The first couple of years of civil war saw neither side gain any real advantage over the other, it seems?
It was at that stage that I proclaimed emancipation, although I had proposed it some time earlier. Slavery was banned on all federal territory. Measures were afterwards taken to free all slaves in the Confederate states.
By the spring of 1863 I was hopeful that we could end the war before long. As we moved South more black slaves were liberated and soon General Thomas had recruited 20 regiments of black soldiers.
And it was in 1863, I believe, that you fixed the Thanksgiving holiday?
It had been a regional holiday in England since the 17th century and, before my presidency, federal government had proclaimed the holiday on irregular dates. It hadn’t been proclaimed for 50 years.
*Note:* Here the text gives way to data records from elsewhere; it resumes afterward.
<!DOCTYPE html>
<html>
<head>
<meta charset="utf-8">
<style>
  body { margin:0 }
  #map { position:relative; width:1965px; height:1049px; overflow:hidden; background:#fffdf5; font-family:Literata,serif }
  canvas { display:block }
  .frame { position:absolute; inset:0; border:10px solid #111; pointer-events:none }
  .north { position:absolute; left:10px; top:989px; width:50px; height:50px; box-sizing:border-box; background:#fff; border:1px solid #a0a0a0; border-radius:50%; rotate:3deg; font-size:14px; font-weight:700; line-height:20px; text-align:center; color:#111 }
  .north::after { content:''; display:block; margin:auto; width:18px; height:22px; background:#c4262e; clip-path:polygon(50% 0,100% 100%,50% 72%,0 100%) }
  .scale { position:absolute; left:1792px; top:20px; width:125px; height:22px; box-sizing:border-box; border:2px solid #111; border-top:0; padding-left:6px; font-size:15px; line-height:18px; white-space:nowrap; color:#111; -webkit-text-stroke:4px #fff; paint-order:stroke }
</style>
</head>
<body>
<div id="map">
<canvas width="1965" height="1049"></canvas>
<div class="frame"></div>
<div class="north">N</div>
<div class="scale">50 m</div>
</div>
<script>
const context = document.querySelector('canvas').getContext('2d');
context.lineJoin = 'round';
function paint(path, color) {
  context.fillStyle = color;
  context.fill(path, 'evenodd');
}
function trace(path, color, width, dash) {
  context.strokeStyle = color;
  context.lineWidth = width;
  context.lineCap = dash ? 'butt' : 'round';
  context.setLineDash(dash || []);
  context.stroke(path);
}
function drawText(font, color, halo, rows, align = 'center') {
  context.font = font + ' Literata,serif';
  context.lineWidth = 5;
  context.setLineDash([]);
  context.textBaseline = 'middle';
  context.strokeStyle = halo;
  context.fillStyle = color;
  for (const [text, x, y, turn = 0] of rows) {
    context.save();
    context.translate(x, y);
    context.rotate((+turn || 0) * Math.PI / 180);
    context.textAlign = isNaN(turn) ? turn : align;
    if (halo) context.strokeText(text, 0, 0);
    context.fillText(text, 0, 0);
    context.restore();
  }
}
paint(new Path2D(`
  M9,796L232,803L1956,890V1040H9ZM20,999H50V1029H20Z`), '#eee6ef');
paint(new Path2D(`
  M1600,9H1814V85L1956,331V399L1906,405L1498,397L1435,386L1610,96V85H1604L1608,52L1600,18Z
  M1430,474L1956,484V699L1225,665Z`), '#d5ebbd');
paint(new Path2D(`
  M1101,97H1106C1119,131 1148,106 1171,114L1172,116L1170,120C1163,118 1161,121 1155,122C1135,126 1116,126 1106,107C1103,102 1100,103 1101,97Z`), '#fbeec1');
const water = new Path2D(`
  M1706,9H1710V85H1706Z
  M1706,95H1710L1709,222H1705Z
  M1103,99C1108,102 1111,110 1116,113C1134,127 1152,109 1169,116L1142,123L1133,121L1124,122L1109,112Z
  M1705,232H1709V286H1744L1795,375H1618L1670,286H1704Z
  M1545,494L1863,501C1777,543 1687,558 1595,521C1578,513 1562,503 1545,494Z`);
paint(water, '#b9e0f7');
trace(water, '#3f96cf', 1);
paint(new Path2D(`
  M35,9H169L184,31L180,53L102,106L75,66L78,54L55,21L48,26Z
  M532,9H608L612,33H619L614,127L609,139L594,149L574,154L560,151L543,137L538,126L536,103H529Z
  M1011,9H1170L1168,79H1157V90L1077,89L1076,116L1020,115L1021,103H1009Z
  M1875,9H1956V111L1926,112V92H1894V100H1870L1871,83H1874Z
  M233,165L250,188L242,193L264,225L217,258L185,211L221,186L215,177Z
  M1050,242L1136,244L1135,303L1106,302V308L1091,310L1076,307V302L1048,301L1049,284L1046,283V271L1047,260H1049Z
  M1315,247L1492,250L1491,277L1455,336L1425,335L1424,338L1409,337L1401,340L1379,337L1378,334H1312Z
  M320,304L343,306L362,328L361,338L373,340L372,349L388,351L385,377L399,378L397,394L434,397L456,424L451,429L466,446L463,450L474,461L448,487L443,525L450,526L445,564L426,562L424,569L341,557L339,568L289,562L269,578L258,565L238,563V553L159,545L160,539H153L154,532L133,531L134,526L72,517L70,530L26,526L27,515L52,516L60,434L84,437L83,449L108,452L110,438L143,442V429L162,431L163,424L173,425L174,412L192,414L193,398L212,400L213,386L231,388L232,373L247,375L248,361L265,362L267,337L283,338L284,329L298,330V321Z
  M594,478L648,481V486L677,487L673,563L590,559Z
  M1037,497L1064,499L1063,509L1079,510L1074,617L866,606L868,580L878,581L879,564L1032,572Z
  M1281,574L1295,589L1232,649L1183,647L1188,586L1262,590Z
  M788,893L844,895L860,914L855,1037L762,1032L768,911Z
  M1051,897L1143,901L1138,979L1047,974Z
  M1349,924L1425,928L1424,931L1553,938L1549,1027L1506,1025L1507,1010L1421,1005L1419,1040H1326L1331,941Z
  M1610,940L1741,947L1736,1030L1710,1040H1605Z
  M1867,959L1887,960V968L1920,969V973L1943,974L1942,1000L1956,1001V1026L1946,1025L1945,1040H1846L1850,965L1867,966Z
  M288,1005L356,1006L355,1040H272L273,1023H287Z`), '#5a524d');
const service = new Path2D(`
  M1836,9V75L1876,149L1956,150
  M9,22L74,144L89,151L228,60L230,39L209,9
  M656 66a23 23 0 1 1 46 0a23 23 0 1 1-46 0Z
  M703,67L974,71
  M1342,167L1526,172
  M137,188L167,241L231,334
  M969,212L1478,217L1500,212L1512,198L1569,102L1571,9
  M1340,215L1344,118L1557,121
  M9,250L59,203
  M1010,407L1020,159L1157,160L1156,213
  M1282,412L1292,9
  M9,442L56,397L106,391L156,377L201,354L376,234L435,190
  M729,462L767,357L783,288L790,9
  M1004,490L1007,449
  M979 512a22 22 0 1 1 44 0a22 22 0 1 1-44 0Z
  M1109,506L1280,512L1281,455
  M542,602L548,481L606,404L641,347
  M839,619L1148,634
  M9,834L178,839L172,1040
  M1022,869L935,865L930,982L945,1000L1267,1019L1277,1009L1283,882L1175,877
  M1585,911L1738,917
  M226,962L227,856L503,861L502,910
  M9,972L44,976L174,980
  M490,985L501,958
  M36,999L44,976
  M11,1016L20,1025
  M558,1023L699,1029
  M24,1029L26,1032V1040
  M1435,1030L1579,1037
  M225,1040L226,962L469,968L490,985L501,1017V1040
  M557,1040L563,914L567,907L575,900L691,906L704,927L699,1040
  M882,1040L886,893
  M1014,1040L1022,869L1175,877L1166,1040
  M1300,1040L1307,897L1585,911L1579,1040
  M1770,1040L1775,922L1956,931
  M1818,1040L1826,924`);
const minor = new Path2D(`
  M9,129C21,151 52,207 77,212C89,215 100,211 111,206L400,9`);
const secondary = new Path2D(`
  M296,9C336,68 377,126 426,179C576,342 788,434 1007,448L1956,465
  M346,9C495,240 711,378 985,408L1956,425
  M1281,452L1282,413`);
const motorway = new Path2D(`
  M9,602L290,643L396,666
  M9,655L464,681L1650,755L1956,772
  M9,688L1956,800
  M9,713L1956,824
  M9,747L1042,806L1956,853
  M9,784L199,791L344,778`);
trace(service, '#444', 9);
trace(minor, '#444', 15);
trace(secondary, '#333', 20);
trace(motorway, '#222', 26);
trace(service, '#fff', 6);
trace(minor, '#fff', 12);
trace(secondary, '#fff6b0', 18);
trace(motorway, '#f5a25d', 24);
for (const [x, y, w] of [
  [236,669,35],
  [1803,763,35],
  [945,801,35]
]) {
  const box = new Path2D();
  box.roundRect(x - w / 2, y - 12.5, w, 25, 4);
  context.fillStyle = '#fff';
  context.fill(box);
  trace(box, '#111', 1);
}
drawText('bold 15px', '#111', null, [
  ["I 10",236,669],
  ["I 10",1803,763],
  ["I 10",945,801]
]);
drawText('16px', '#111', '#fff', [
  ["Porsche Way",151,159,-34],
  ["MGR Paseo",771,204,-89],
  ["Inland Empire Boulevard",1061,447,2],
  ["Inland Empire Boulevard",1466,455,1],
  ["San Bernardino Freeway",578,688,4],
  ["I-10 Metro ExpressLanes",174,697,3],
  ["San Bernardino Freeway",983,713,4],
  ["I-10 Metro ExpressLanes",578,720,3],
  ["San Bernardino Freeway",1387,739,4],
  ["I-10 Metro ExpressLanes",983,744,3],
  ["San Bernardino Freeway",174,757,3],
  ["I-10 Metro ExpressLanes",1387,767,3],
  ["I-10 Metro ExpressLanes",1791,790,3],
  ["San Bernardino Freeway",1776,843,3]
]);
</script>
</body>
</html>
I declared that the last Thursday in November to be a day of Thanksgiving, and I believe it has remained that way ever since.
It is right to say, isn’t it, that after the Emancipation Proclamation over 180,000 black men served in the Union armies?
I might add that black regiments such as the 107th Colored Infantry and the 54th Massachusetts Infantry distinguished themselves in the field of action. This was in spite of the fact that the Confederate orders were that all black officers were to be put to death on capture.
And a large number of them lost their lives whilst fighting?
Around 66,000 of those gallant men.
Then came the battle of Gettysburg?
There was a resounding victory for the Union army and a turning point. I asserted in my address at Gettysburg that the nation was born in 1776, conceived in liberty and dedicated to the proposition that all men were created equal.
The deaths of so many brave soldiers would not be in vain, slavery would end and the future of democracy assured.
And soon afterwards, following the failure to capture General Lee’s army as it retreated from the Gettysburg, you appointed General Ulysses Grant as head of the Union army?
That is right. In the coming months there were very heavy losses on both sides. I was re-elected president in November 1864. Sherman took Georgia in the May and by the time of my re-election had cut through the heart of Georgia.
In February 1865 Sherman reached Columbia, the South Carolina state capital, which he razed and by March he was in North Carolina.
Then Lee was forced to surrender Petersburg to Grant?
Yes; Richmond could no longer be defended and it was evacuated. The Union troops and I moved in shortly afterwards.
And then the final surrender?
Lee was no longer able to continue the war and he met Grant at Appomattox Court House to discuss terms of surrender. Grant offered generous terms, and Lee’s men were disbanded and permitted to go back to their farms.
On 14 April 1865 you attended Ford’s Theater, and that is where you died?
Almost; it is certainly where I was shot. My bodyguard left the theater during the intermission and, whilst I was sitting in the state box in the balcony, John Wilkes Booth crept up from behind and shot me in the back of the head.
I was attended by an army surgeon, taken across the street to Petersen House and died nine hours later.